Cohen's first major tour in 15 years generated headlines in September when he collapsed from food poisoning during a concert in Spain and performed for 55,000 in Tel Aviv, ignoring a Palestinian call for a boycott of Israel.
While the record business is dying, this most unlikely matinee idol is thriving. The web is abuzz with Cohen news, old videos have been unearthed and reviews of his recent double CD, Leonard Cohen Live in London, are gushy. (Another double-live set, Leonard Cohen Live at the Isle of Wight 1970, just came out, proving that Cohen's no stranger to crowds. This one numbered 600,000, as Cohen followed Jimi Hendrix.)
Strange that an artist so rarefied should be so adulated. But Cohen — who might have achieved Dylan-level popularity had he not diffused his energy among music, poetry and spirituality (an observer of Judaism, he's also a Zen Buddhist who spent five years in a California monastery in the '90s) — is unique, his work commanding.
Born in Montreal into the comfortable class, Cohen seemed destined to be a poet. He might be the last romantic in rock 'n' roll, though some call him a folksinger rather than a rocker. In 1967, when he released his debut album, Songs of Leonard Cohen, his poetry and fiction had already gained him a following in his native Canada. Cohen's voice, which experience has distilled into a burred bass, snares the listener like a lover, confidentiality and intimacy at its core.
His approach, captured on the live CDs and video, is gentle, almost courtly. On Live in London, he sports a fedora and a natty, double-breasted suit, makes intelligent small talk and treats the audience as if they were in his living room. He's your genial host bearing messages of great import.
Cohen's early songs — "Suzanne," "So Long, Marianne," "Bird on the Wire," "Hey, That's No Way to Say Goodbye" — cemented his image as the Lord Byron of rock. They're complex songs of yearning and regret, and they're sexy. Affairs with the likes of Joni Mitchell and Rebecca De Mornay heightened his laconic roué luster. Cohen's songs have been covered by artists spanning Joan Baez, Tim Buckley, Nick Cave, Cobra Verde, Jarvis Cocker, early champion Judy Collins, even Bob Dylan (on a bootleg, of course).
Still, Cohen, that affable concierge of Hotel Armageddon, never transcended cult status. Releasing 20 albums over 42 years didn't keep him in the public eye, perhaps because many are anthologies and/or live. And he rarely toured. But Cohen seems to have caught up with himself. Not only has he released six albums since the turn of the century, his brackish voice has sunk into a unique, sepulchral vehicle. Bilked of more than $5 million by his former manager, he's touring to make money, forced back into the spotlight.

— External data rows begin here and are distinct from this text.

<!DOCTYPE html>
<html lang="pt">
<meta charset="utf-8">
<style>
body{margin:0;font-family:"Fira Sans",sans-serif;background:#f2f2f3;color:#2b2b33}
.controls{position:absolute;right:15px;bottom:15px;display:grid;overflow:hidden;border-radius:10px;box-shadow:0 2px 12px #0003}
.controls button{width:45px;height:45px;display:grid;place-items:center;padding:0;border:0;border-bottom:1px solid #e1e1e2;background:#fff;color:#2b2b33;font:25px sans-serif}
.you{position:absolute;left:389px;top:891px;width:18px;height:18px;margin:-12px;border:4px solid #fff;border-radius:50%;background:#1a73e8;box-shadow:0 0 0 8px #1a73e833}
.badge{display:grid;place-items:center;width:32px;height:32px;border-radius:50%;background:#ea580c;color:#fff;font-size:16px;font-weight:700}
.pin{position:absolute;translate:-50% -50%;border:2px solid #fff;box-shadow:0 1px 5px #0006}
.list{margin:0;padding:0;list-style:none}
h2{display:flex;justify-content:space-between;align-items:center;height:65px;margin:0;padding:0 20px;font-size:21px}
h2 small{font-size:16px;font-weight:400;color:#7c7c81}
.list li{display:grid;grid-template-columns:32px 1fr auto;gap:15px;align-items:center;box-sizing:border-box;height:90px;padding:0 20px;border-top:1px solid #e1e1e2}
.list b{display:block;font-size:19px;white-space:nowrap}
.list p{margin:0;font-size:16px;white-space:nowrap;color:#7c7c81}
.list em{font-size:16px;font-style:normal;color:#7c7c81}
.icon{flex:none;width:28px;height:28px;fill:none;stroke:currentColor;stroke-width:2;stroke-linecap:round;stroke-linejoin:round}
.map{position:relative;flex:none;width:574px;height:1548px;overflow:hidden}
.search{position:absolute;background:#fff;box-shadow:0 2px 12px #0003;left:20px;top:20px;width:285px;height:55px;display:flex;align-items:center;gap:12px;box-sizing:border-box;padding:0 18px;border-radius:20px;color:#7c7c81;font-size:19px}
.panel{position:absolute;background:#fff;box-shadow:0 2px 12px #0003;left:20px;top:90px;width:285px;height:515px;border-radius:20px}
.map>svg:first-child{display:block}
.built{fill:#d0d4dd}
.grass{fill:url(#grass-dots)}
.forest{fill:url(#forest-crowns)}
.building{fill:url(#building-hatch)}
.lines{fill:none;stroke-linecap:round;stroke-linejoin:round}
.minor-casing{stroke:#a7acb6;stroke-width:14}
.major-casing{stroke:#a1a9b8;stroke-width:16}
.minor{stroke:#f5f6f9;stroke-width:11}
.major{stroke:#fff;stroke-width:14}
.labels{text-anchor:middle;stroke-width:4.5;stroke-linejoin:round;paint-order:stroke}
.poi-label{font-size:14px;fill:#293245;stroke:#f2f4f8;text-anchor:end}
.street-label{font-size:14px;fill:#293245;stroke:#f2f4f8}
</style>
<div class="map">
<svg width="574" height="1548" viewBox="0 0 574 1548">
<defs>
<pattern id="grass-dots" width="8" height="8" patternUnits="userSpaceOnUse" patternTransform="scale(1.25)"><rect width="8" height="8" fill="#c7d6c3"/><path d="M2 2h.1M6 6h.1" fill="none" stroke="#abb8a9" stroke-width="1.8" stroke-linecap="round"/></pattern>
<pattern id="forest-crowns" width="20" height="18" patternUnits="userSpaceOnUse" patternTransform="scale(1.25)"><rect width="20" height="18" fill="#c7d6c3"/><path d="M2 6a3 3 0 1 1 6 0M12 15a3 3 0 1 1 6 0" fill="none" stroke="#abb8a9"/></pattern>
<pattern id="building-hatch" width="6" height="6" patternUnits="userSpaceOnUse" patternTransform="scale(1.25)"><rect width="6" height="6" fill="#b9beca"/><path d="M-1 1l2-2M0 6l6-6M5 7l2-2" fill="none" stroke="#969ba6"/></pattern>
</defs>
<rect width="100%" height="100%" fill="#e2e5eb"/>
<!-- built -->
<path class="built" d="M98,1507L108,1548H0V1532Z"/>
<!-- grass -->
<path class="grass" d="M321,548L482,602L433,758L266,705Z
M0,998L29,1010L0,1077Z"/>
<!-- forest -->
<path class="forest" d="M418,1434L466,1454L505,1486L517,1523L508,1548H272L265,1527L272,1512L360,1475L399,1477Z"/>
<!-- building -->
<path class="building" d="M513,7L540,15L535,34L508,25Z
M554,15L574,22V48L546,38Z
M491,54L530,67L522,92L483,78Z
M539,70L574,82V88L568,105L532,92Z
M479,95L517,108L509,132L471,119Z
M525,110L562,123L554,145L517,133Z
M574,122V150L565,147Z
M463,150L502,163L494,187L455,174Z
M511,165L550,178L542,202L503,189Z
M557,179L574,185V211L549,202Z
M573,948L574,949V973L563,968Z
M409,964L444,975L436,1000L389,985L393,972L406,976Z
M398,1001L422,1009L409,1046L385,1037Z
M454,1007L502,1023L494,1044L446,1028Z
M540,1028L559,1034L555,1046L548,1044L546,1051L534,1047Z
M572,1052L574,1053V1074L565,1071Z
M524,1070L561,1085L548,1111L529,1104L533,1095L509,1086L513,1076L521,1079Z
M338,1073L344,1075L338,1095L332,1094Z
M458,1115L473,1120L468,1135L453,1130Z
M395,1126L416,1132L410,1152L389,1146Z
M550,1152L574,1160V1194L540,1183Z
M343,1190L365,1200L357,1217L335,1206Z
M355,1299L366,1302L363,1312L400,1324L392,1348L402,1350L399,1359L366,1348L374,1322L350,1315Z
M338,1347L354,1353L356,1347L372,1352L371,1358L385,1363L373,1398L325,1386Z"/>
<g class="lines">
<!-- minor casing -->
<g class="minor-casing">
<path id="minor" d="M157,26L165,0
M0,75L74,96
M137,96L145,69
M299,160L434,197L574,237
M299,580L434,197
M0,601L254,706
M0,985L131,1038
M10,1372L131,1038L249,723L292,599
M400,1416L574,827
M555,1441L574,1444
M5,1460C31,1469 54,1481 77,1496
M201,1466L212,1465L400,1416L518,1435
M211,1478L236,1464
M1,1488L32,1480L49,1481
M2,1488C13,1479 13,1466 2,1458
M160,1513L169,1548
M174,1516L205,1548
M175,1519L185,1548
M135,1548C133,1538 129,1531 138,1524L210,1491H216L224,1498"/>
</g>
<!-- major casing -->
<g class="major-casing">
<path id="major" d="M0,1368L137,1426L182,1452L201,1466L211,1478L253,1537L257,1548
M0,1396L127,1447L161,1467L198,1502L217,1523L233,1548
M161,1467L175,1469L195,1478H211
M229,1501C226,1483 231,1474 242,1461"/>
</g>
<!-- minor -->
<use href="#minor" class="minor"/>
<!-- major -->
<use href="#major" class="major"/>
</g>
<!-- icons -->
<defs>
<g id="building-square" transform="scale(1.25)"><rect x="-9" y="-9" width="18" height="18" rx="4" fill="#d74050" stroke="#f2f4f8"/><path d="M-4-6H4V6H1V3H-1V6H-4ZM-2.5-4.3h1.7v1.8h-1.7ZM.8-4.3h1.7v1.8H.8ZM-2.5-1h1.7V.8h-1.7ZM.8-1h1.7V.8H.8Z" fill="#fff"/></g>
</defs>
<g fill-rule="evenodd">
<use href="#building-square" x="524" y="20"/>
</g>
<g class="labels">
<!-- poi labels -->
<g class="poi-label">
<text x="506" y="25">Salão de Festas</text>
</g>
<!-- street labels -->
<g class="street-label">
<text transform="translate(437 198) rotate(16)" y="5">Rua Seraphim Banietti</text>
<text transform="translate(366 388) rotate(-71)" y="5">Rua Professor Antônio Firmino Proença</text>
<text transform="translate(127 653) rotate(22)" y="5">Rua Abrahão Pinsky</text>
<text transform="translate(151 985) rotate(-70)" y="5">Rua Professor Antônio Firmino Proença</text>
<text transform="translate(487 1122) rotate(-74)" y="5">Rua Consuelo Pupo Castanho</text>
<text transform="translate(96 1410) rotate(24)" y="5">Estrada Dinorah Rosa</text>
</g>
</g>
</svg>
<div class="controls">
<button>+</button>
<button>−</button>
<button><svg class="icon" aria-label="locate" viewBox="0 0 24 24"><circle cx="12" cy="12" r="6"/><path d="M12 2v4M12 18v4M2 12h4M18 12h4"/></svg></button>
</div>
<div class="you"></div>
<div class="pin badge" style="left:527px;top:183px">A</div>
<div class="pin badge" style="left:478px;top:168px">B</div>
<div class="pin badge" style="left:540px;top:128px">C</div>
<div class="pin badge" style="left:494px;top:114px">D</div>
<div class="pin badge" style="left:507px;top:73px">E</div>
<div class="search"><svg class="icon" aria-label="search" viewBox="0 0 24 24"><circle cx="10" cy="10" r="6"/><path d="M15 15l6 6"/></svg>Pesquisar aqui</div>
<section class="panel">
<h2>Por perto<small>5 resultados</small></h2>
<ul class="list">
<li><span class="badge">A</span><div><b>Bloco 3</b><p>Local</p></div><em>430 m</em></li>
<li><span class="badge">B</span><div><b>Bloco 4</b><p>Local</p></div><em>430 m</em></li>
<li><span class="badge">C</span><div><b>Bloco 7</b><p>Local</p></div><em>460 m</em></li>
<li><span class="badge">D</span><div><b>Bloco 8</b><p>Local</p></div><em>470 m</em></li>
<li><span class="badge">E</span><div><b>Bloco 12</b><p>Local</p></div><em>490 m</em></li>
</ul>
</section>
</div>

In tunes like "The Future," the jaunty, despairing "Democracy," the stirring "First We Take Manhattan" and long-time associate Sharon Robinson's ravishing "Boogie Street," the oracular Cohen lashes images of social decay to ones of sexual battle, masterfully blurring the personal and the political. The music is vaguely martial, most tunes mid-tempo. In regard to women, Cohen is both supplicant and ravisher. When it comes to politics, he's subversive, even anarchic.
On the stunning London set, the 2008 Rock and Roll Hall of Famer fronts a large band with unique instrumentation. It's a continental group featuring satiny backup singers Sharon Robinson and the Webb Sisters, Middle Eastern spicing courtesy of Spanish plectrist Javier Mas, the seasoned guitar of Bob Metzger and the arrangements of bassist Roscoe Beck. At 26 tunes and more than three hours, there's not a dull moment; even Cohen's kibitzing is gallant and funny as he carefully walks the line between the sacred and the profane, the spiritual and the salacious.